En cambio cuando dijo: "Tengo sed" San Juan 19,28, le pasaron la esponja humedecida en ese vinagre que no hace sino empeorar las cosas, y esta bebida, esta extraña bebida sí que la recibió Cristo.

Y aquí también hay una última lección para nosotros: la verdadera respuesta al dolor no es el escape del narcótico; la verdadera respuesta al dolor, la verdadera respuesta a la dureza de esta vida no el olvidarnos de los dolores emborrachándonos o drogándonos, no es experimentando placeres exóticos a un ritmo exacerbado como quien quiere olvidarse que la vida es dura.

Cristo crucificado, Cristo sediento nos enseña que este no es el camino; narcotizarse, drogarse, emborracharse, huir, jamás será el camino del cristiano.

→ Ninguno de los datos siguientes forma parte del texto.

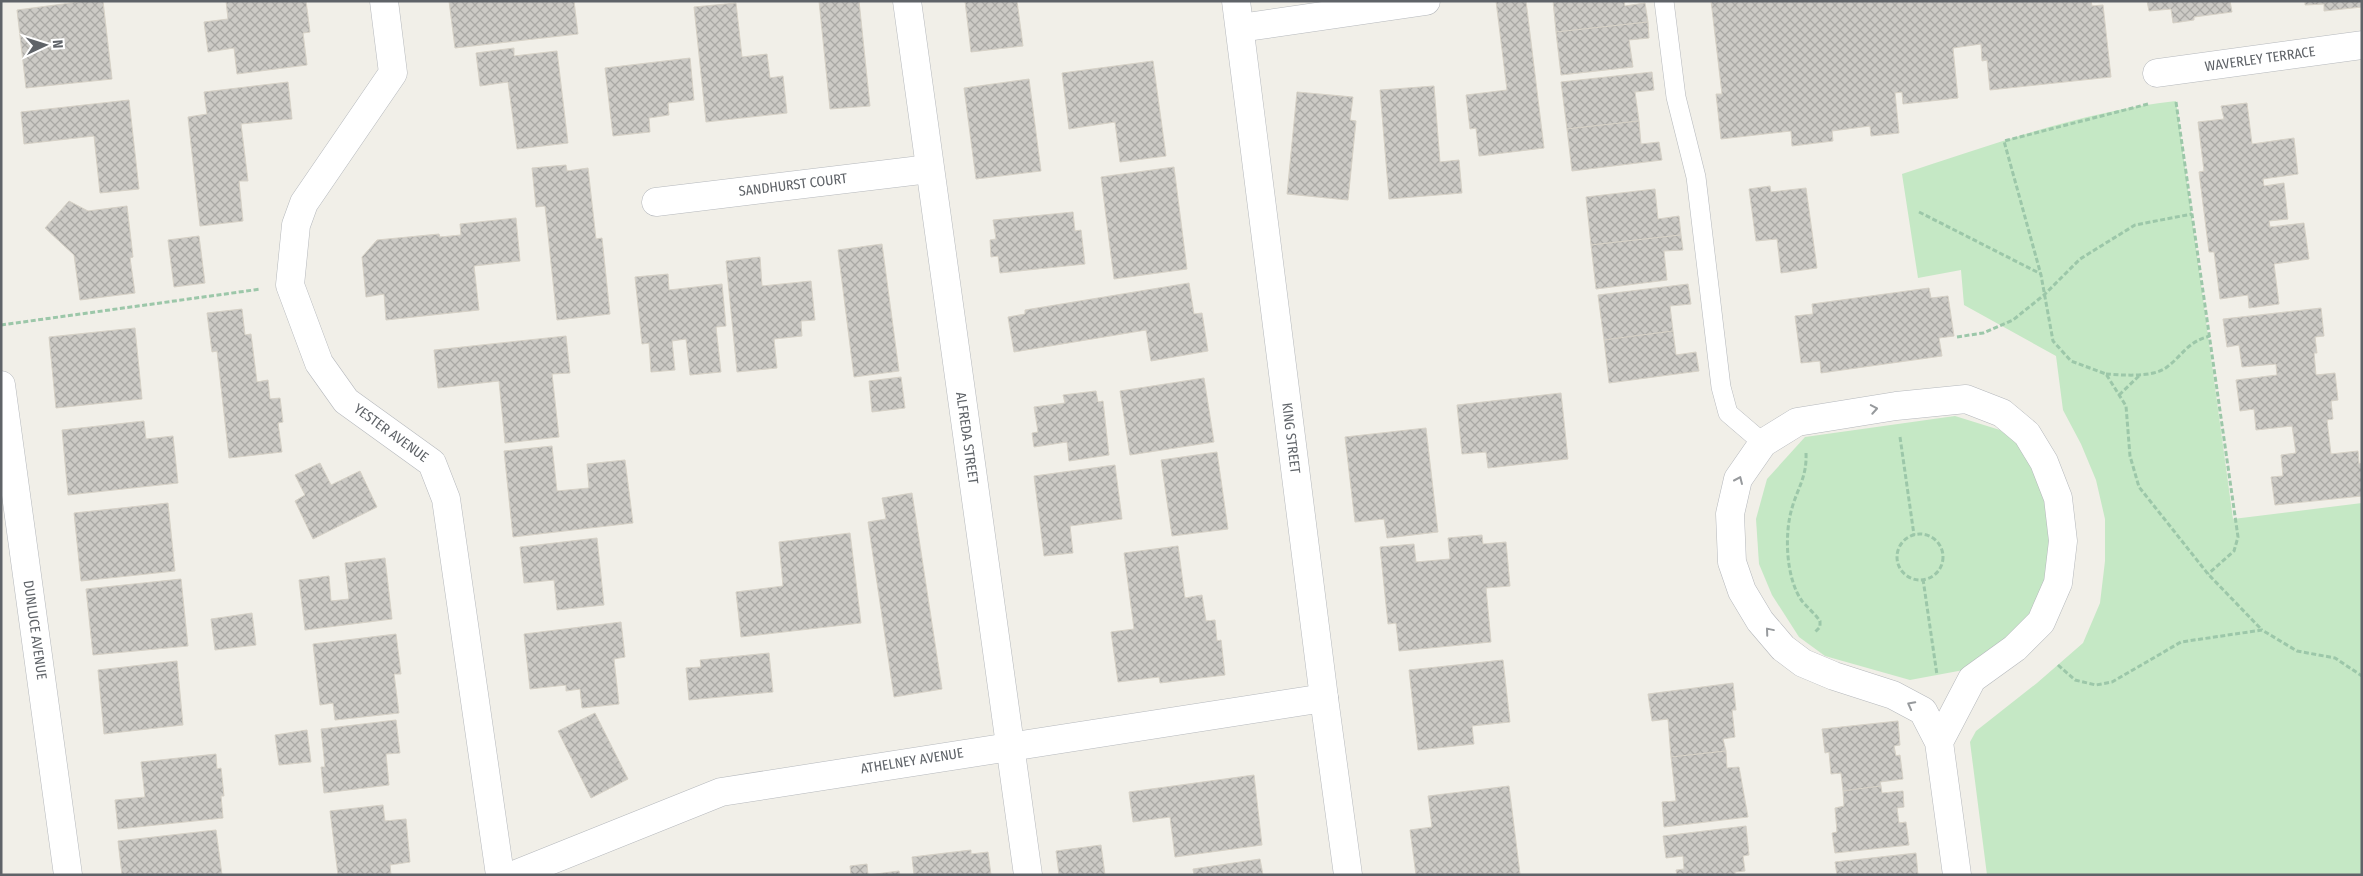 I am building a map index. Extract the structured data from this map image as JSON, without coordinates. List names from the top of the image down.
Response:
{
  "streets": {
    "street": [
      "WAVERLEY TERRACE",
      "SANDHURST COURT",
      "YESTER AVENUE",
      "ALFREDA STREET",
      "KING STREET",
      "DUNLUCE AVENUE",
      "ATHELNEY AVENUE"
    ]
  },
  "crossings": [
    ["SANDHURST COURT", "ALFREDA STREET"],
    ["ALFREDA STREET", "ATHELNEY AVENUE"],
    ["KING STREET", "ATHELNEY AVENUE"]
  ],
  "north": "right"
}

En cambio Jesús probó este vinagre, jesús aceptó esa dureza, la aceptó en la profunda resignación de su corazón, pero sobre todo la aceptó en la profunda obediencia al Padre, y ya sabemos cuál será el resultado: ya resucitado, este mismo Cristo que le vemos padecer sed llevará a su plenitud la palabra que Él pronunció: "El que crea en mí, de su interior brotará un manantial de agua que salta hasta la vida eterna" San Juan 4,13. Eso va para nosotros.

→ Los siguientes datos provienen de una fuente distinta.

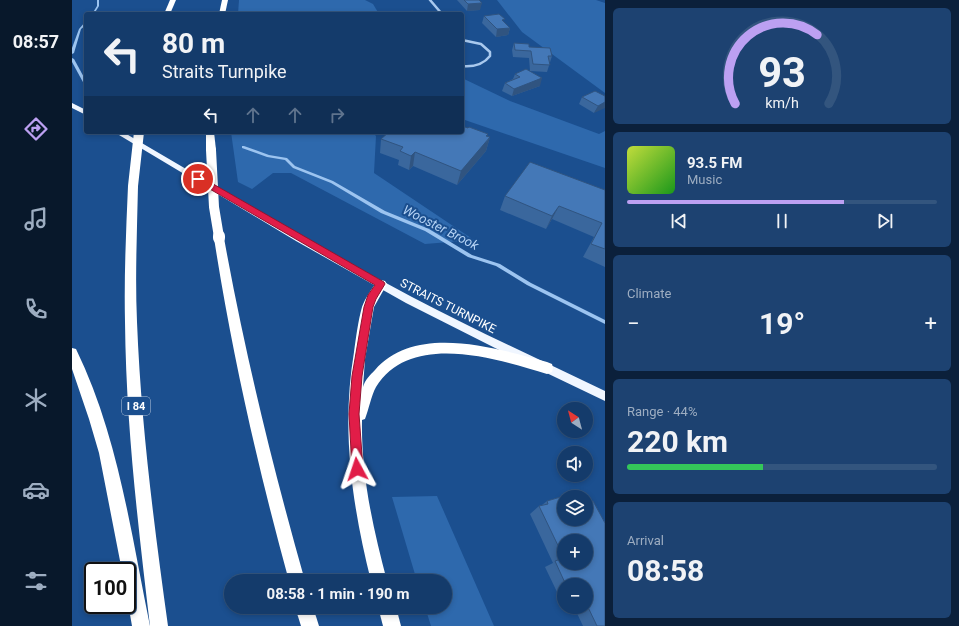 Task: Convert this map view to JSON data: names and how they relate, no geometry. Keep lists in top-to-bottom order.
{
  "streets": {
    "highway": ["I 84"],
    "main road": ["STRAITS TURNPIKE"]
  },
  "water": ["Wooster Brook"],
  "north": "top left",
  "page": {
    "tabs": "08:57",
    "turn": ["80 m", "Straits Turnpike"],
    "song": ["93.5 FM", "Music"],
    "tile": [
      "Climate",
      ["Range · 44%", "220 km"],
      ["Arrival", "08:58"]
    ],
    "heat": ["−", "19°", "+"],
    "map_buttons": ["+", "−"],
    "limit": "100",
    "trip": "08:58 · 1 min · 190 m",
    "gauge": ["93", "km/h"]
  }
} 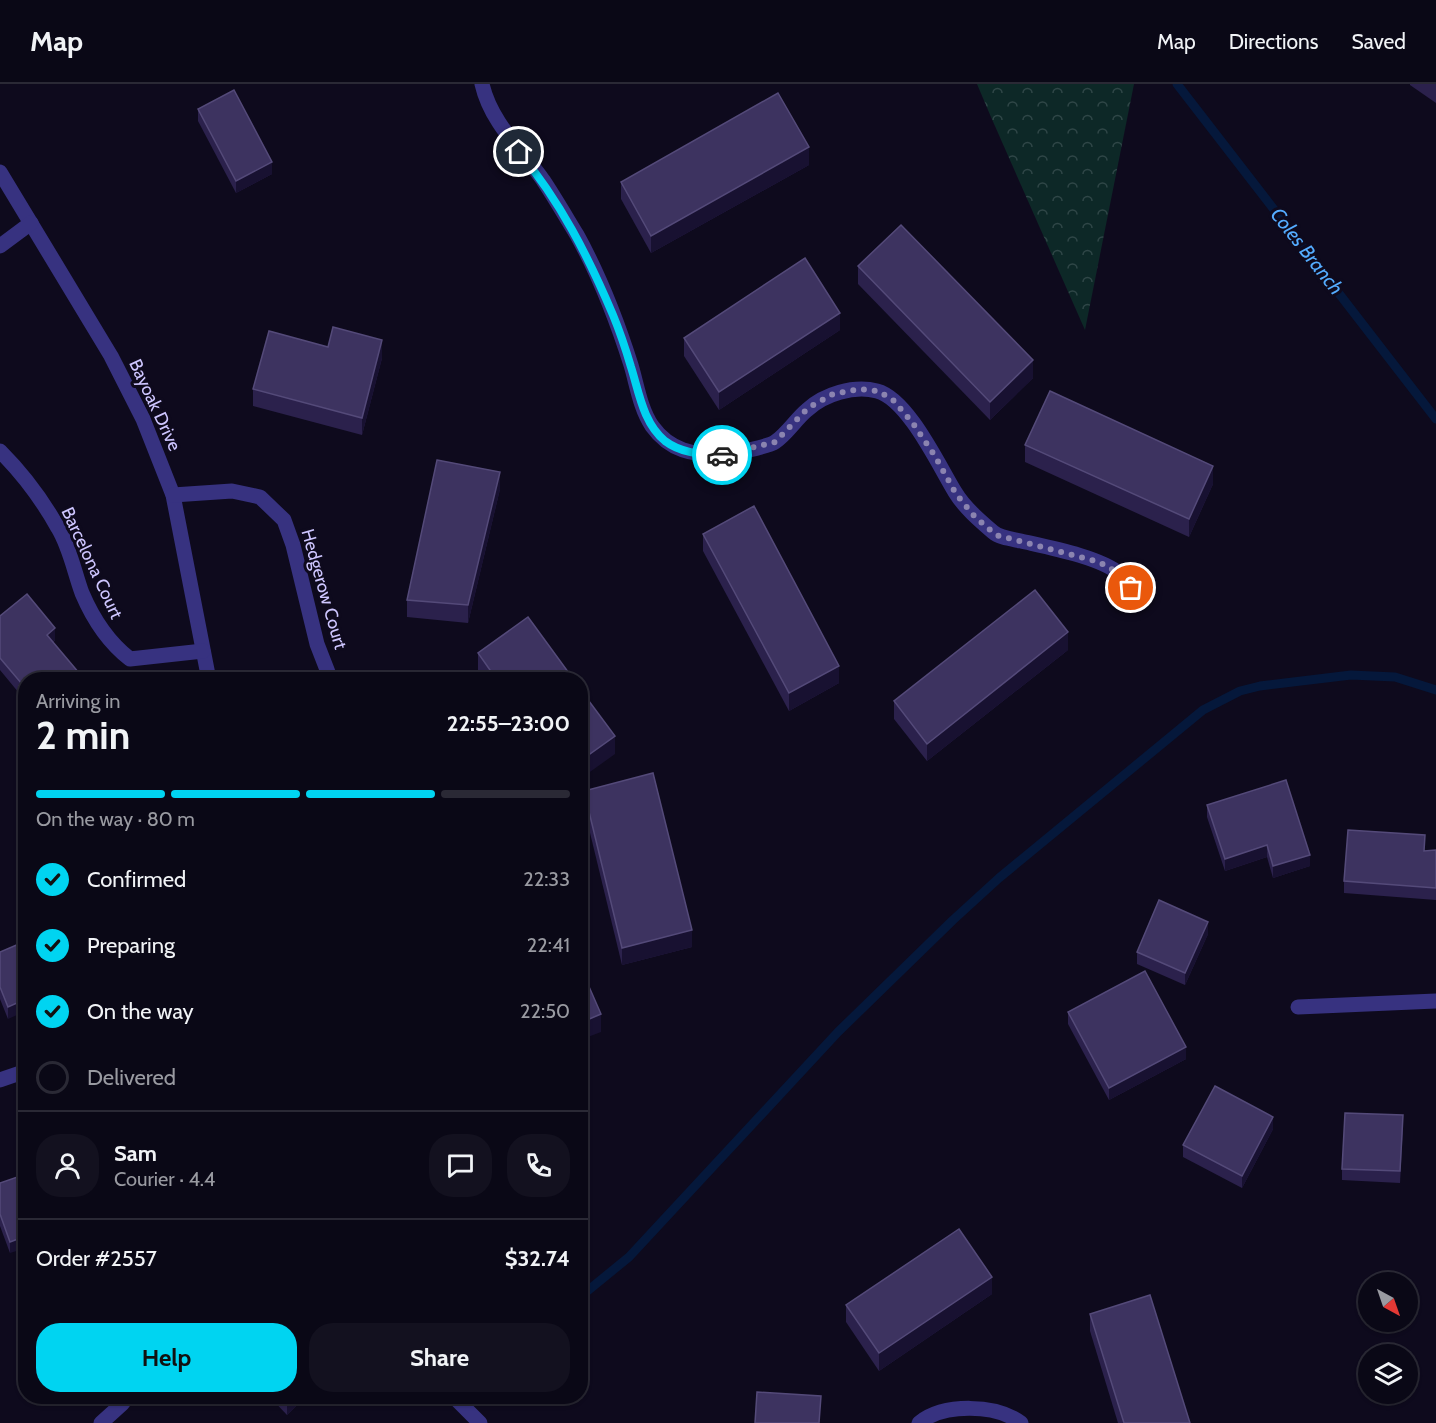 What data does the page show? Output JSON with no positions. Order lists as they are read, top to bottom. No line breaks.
{"streets":{"street":["Bayoak Drive","Barcelona Court","Hedgerow Court"]},"crossings":[["Bayoak Drive","Barcelona Court"],["Bayoak Drive","Hedgerow Court"]],"water":["Coles Branch"],"north":"bottom right","page":{"header":"Map","nav":["Map","Directions","Saved"],"heading":["2 min","Arriving in","22:55–23:00"],"panel":["Sam","Courier · 4.4","Order #2557","$32.74"],"bar":"On the way · 80 m","list":[["Confirmed","22:33"],["Preparing","22:41"],["On the way","22:50"],"Delivered"],"buttons":["Help","Share"]}} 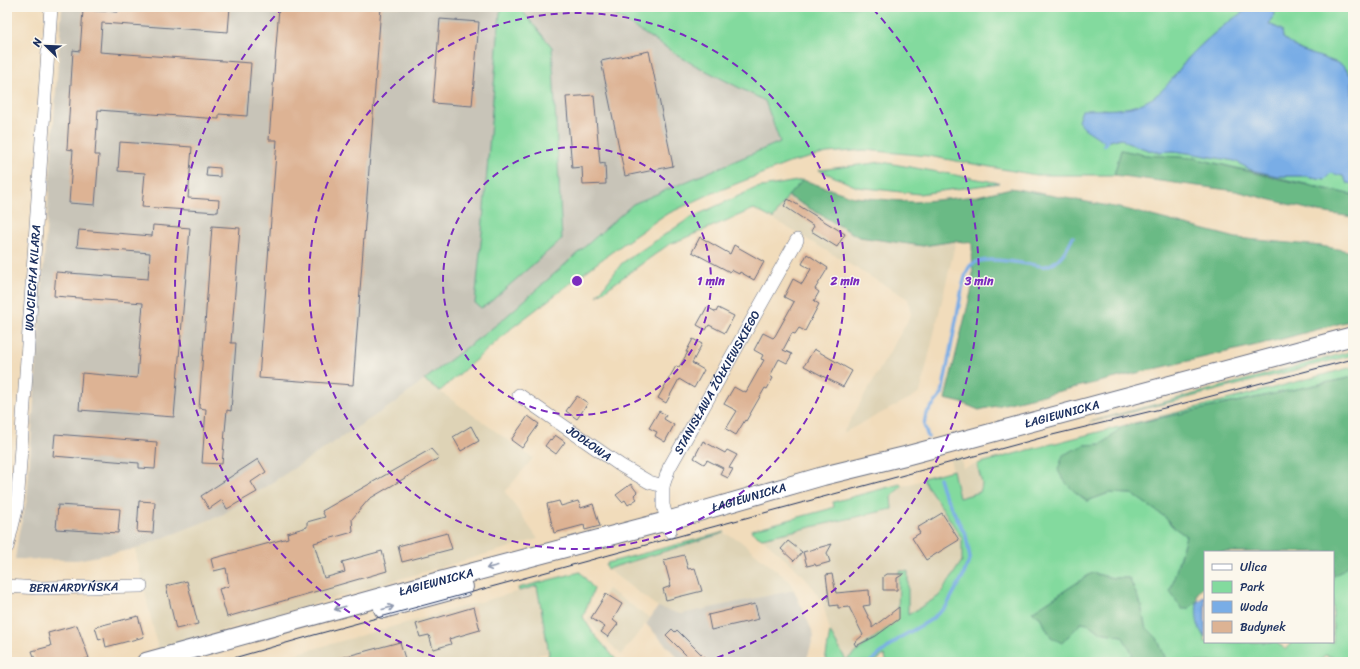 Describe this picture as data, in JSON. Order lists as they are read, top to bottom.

Creamos entonces en este Jesucristo, que aunque está sediento, da de beber; creamos en este Cristo, que aunque está tan solo, sabe acompañar; y este Cristo, que siendo tan triste, es nuestra única alegría.

A Él acudimos, a Él nos confiamos, y junto con Él decimos: "Tenemos sed, tenemos sed de Dios, tenemos sed del Dios vivo.